_Input records_
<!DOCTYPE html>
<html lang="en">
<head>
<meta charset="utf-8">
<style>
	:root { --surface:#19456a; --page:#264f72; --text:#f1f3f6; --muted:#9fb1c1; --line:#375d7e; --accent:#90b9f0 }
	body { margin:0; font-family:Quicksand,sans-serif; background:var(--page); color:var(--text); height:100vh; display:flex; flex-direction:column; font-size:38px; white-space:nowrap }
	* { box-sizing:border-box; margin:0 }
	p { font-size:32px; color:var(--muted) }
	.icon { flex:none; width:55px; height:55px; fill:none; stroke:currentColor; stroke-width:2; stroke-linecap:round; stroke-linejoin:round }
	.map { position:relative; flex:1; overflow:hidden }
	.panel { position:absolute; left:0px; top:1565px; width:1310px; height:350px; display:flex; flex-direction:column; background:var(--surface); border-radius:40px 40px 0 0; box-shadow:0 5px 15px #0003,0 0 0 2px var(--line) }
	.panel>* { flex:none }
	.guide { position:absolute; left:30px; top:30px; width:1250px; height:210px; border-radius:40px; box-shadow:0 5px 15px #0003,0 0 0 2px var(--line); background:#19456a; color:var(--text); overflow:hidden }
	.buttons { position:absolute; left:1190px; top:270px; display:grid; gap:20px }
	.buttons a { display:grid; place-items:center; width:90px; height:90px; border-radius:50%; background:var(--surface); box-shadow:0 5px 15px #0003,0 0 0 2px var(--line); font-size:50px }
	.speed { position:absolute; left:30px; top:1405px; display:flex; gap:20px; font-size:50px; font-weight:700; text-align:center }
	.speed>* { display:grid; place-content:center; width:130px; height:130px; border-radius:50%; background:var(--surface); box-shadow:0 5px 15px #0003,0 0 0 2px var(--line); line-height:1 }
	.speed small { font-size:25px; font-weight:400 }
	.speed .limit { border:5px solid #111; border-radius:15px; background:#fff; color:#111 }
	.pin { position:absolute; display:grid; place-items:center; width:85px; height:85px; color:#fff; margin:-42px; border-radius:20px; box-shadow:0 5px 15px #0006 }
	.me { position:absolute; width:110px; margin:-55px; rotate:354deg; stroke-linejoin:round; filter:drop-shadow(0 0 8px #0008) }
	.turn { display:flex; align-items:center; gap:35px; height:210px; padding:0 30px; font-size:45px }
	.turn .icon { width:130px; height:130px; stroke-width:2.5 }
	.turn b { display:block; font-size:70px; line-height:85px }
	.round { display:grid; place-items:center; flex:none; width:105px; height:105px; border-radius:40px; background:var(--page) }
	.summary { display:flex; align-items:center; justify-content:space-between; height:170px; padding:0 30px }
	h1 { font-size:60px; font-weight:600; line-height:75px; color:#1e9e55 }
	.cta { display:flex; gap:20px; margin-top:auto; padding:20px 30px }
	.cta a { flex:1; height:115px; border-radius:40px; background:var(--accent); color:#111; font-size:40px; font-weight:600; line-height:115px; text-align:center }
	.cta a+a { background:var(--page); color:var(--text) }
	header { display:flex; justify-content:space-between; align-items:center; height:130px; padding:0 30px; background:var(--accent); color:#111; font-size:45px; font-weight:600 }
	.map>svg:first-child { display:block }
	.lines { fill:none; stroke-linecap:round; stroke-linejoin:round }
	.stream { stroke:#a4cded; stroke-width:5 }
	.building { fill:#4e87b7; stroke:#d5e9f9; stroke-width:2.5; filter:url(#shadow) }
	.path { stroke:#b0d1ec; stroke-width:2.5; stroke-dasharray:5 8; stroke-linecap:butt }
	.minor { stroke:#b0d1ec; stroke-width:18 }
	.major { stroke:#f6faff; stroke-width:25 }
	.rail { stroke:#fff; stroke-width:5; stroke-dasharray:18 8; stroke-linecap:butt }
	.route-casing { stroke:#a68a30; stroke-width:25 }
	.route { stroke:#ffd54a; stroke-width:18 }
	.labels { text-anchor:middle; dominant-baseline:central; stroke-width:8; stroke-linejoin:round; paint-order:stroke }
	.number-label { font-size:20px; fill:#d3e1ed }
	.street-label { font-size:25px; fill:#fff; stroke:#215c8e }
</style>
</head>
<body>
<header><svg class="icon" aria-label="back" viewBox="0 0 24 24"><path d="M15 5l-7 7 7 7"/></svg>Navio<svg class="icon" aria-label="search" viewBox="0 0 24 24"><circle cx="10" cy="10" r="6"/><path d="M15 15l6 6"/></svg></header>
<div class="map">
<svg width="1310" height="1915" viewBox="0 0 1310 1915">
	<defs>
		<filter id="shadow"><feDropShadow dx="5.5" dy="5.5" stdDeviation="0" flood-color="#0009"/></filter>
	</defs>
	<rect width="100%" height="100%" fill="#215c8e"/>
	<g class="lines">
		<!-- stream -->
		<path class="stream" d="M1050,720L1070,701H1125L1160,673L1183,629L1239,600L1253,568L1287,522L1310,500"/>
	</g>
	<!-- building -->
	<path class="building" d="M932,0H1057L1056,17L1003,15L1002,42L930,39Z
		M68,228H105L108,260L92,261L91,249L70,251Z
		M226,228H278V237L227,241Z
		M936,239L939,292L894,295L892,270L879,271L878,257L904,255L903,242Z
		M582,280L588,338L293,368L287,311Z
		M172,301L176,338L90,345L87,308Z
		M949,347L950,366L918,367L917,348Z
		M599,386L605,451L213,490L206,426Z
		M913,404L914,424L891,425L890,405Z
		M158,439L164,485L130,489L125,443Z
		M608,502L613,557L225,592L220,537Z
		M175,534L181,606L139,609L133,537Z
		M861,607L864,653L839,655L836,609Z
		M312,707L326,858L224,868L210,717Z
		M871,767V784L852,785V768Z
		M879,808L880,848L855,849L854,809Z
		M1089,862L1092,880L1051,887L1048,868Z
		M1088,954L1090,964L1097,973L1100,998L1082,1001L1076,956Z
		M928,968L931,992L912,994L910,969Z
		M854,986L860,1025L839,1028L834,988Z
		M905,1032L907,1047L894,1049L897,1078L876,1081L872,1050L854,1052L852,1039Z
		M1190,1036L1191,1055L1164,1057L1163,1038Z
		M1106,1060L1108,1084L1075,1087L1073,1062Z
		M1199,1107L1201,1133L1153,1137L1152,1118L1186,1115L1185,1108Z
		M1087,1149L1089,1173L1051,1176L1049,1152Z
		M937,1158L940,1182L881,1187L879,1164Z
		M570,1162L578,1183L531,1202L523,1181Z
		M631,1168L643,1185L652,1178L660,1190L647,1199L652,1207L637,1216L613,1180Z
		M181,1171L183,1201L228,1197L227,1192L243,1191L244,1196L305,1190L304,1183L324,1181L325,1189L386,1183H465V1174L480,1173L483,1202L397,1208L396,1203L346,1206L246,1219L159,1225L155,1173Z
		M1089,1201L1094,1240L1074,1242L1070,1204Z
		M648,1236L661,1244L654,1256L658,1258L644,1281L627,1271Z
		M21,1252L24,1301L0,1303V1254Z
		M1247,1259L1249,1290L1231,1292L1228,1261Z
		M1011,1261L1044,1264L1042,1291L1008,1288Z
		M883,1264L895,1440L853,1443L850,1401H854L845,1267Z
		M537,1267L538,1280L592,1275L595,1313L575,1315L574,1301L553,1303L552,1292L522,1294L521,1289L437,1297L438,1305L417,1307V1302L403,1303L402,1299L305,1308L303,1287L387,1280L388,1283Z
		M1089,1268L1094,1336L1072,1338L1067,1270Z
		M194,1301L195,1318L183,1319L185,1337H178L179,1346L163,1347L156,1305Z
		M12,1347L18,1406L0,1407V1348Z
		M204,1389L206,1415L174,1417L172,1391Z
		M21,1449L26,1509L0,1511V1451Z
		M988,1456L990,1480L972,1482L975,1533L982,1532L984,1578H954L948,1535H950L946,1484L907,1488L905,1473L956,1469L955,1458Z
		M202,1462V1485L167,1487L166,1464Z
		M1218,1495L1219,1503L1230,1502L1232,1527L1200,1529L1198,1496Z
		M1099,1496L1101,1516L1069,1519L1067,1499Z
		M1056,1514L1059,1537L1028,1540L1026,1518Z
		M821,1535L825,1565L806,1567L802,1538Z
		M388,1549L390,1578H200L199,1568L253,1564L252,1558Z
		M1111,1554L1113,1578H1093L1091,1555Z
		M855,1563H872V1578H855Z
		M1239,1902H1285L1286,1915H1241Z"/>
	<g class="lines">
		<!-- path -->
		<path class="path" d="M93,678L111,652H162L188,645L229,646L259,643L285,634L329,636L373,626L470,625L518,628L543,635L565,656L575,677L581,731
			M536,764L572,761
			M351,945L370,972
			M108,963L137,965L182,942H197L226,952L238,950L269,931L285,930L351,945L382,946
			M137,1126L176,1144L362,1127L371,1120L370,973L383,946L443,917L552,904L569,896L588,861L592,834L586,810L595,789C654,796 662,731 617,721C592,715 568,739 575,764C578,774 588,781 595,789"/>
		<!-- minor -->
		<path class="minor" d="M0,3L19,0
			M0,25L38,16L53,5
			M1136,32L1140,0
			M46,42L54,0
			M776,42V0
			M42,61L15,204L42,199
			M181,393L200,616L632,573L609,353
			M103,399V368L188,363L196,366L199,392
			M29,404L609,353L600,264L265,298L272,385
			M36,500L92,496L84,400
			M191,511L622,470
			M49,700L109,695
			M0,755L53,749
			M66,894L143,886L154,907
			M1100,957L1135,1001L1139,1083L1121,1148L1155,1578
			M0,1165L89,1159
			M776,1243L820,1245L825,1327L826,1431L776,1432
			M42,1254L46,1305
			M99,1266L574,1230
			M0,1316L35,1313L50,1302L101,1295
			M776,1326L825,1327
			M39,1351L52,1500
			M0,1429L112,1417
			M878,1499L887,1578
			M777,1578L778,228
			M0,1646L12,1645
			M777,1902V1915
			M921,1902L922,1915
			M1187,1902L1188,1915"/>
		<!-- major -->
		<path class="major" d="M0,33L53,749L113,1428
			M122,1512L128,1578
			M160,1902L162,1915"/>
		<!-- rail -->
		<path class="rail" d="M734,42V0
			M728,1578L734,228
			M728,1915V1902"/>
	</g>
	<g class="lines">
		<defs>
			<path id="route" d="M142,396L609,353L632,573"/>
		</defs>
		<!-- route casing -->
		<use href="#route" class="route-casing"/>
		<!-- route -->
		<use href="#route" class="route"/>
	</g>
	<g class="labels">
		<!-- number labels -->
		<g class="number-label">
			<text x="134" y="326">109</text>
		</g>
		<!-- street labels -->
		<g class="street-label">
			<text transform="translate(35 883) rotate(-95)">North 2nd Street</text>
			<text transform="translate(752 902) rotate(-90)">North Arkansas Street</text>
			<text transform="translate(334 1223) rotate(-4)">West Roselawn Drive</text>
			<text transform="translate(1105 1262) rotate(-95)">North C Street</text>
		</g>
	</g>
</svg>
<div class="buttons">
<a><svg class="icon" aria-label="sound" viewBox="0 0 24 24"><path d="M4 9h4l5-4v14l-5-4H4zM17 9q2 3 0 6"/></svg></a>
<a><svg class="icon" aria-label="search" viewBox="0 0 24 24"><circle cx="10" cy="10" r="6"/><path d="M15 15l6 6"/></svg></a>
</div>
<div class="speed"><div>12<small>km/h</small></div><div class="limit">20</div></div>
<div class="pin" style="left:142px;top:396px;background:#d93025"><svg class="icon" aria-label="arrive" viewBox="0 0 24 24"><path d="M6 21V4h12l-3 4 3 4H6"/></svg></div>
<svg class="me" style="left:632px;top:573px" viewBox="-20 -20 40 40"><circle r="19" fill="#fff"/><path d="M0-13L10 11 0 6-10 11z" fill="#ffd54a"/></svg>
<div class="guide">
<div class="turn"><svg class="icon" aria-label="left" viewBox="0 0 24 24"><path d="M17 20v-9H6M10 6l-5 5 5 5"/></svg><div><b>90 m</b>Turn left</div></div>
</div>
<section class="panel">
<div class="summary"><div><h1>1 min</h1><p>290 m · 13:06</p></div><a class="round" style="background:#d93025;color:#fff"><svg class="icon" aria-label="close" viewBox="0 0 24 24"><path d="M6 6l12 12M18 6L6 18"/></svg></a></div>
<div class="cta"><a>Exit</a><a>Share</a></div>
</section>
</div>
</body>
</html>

_Problem requirements_
Taking the entries above, write out exactly each line from the one holding "M172,301L176,338L90,345L87,308Z" to the one holding "M928,968L931,992L912,994L910,969Z", both included, and stop there.

_Finished task_
		M172,301L176,338L90,345L87,308Z
		M949,347L950,366L918,367L917,348Z
		M599,386L605,451L213,490L206,426Z
		M913,404L914,424L891,425L890,405Z
		M158,439L164,485L130,489L125,443Z
		M608,502L613,557L225,592L220,537Z
		M175,534L181,606L139,609L133,537Z
		M861,607L864,653L839,655L836,609Z
		M312,707L326,858L224,868L210,717Z
		M871,767V784L852,785V768Z
		M879,808L880,848L855,849L854,809Z
		M1089,862L1092,880L1051,887L1048,868Z
		M1088,954L1090,964L1097,973L1100,998L1082,1001L1076,956Z
		M928,968L931,992L912,994L910,969Z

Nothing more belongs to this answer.